The Ape Man is a typical example of the kinds of movies poor Bela Lugosi had found himself in after his period of fame had waned. Big name studios didn't really want anything to do with him, while smaller scale ones were all too happy to take on a well known name to fill as many seats as possible for their cheapie horror films.

The story here is pretty lacklustre, and quite simple, though the hour long runtime makes that a bit less annoying. I do with there was a little more to the plot, but I fear that's asking too much of something like this.

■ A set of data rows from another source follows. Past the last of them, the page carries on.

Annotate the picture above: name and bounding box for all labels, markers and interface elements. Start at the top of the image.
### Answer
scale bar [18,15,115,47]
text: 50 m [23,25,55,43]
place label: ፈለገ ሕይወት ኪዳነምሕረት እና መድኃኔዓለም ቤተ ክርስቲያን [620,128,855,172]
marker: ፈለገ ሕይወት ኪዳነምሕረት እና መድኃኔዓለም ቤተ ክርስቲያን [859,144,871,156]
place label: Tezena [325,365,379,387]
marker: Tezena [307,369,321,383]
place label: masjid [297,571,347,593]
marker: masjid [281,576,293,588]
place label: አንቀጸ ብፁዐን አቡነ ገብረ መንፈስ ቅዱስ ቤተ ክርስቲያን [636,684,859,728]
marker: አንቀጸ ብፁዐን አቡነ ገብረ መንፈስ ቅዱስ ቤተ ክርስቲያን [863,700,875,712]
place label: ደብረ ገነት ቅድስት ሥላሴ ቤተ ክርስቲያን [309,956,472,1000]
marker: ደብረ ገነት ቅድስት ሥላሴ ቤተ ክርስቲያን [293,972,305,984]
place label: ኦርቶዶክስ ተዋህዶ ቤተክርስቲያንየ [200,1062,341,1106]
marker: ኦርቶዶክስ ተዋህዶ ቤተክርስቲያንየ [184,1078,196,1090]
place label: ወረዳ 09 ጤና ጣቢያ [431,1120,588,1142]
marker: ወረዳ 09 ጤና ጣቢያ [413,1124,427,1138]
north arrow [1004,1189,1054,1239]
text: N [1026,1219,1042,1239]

Dr. Jim Brewster (Jim?!) is a tormented and desperate lead, and by focusing so much time on him while in a sound(ish) state of mind, we get plenty of time to explore his inner turmoil and develop his character, before he goes ape-crazy. Unfortunately, the film ends up veering a bit in the other direction. Sure, the doc is villainous for much of the movie, killing people, but he's doing so for their spinal fluid, and rarely has the ape-crazy freakouts he feared so much, and nothing really comes from the possibility of him losing his senses.

One thing I dug is Agatha's personal and professional fascination with ghosts, which isn't of any importance to the plot, but fleshes her out. I like that the writer felt the need to give this supporting character such a distinctive hobby, and it helps her have a bit more personality than she otherwise would have. Funnily enough, the ghostly record scene is probably the spookiest thing in the movie!

The reporter and the dame are your typical heroes in a story like this, and they work as audience surrogates, even if we know far more than they do about the proceedings. I actually found it a little fun watching them play catch-up, realizing what was going on.

The whole movie we see a bizarre man watching on, and bugging the players, and his appearances culminate in a truly bizarre ending! I would've loved to see theatrical screenings of this film back in the day. Either the audiences were laughing, or they would've been pissed! Maybe throwing popcorn at the screen even, though it's not that bad.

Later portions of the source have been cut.